__INPUT FOR THIS TASK__.
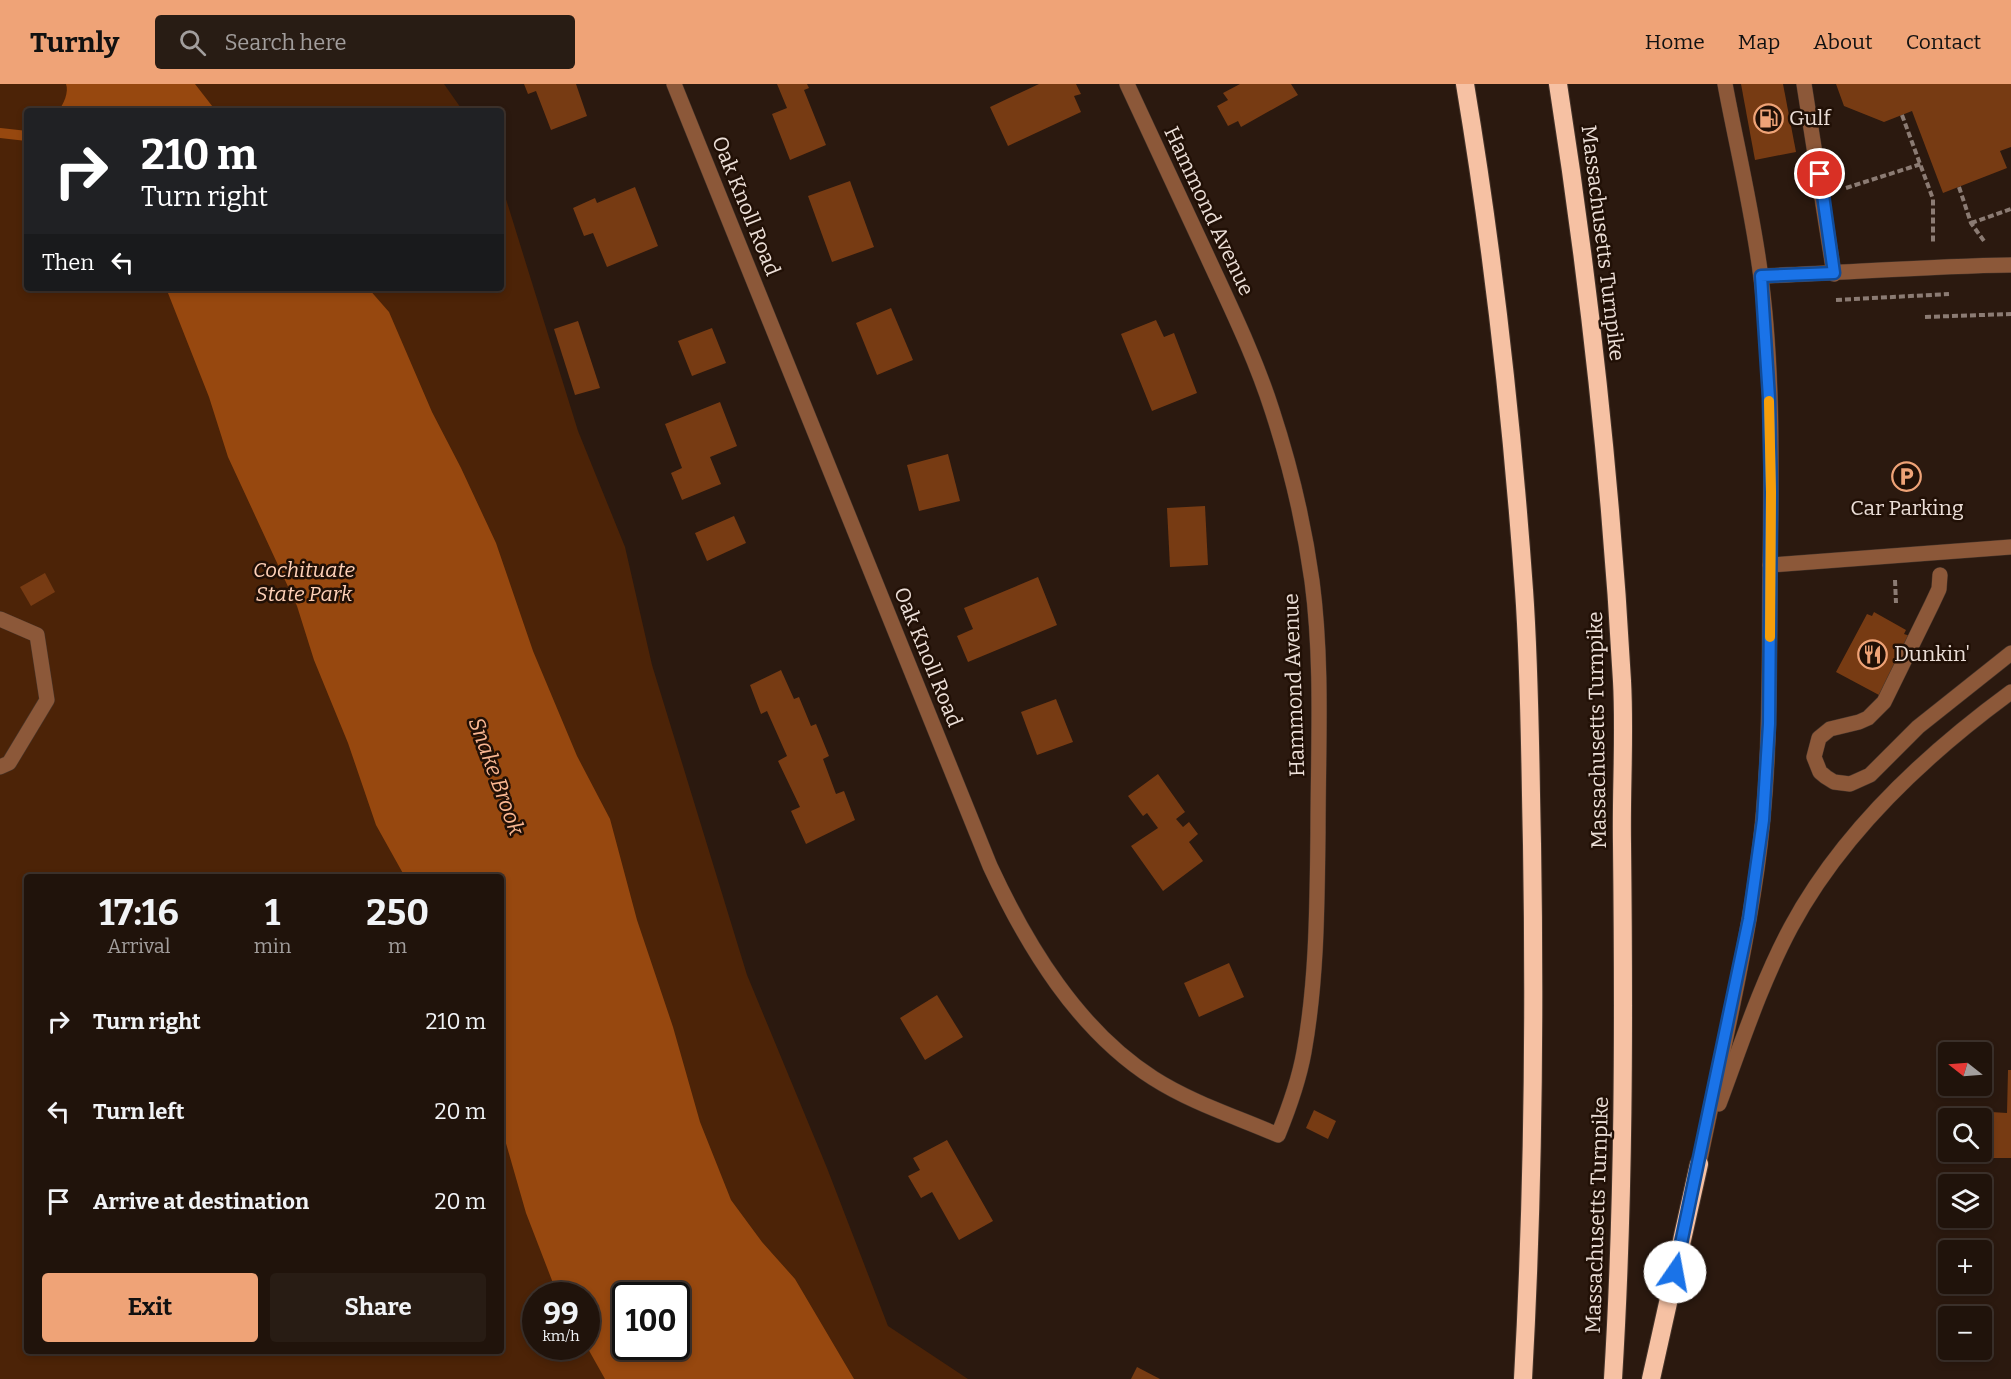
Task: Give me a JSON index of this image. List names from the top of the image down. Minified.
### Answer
---
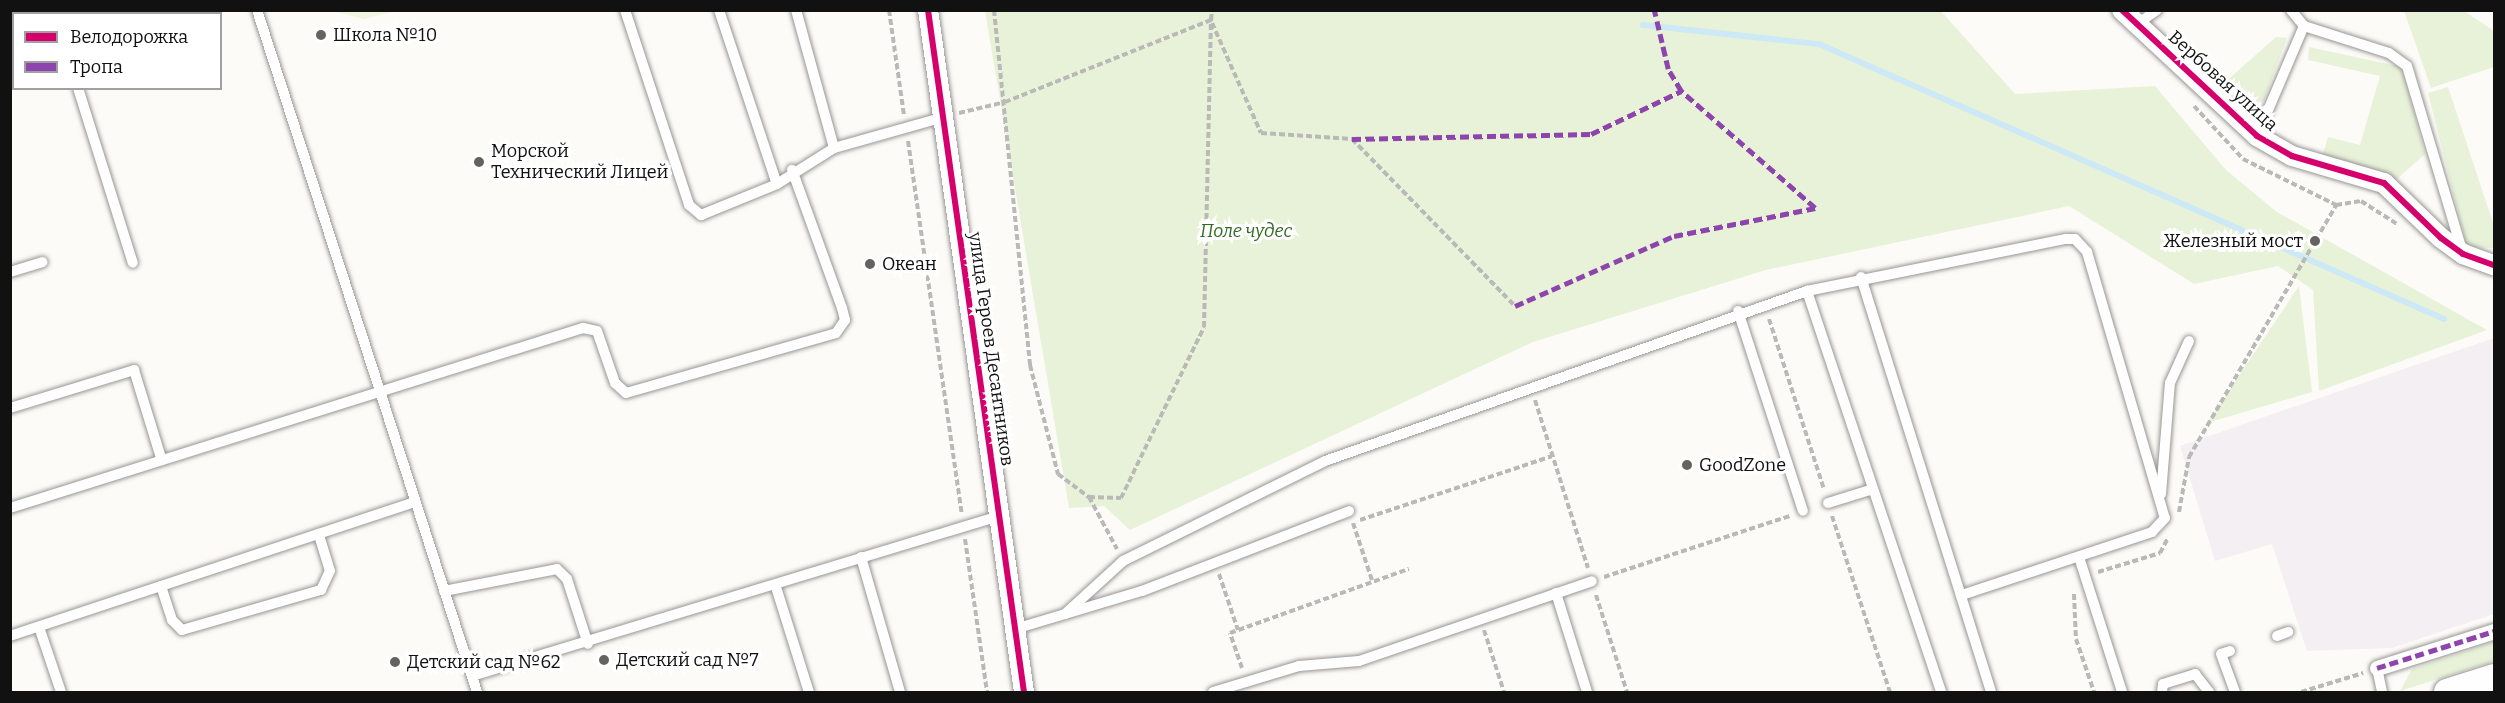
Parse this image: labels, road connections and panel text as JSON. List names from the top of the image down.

__TASK OBJECTIVE__. Your answer should be one number: how many lines in the material above contain the string "names".

__TASK RESPONSE__. 2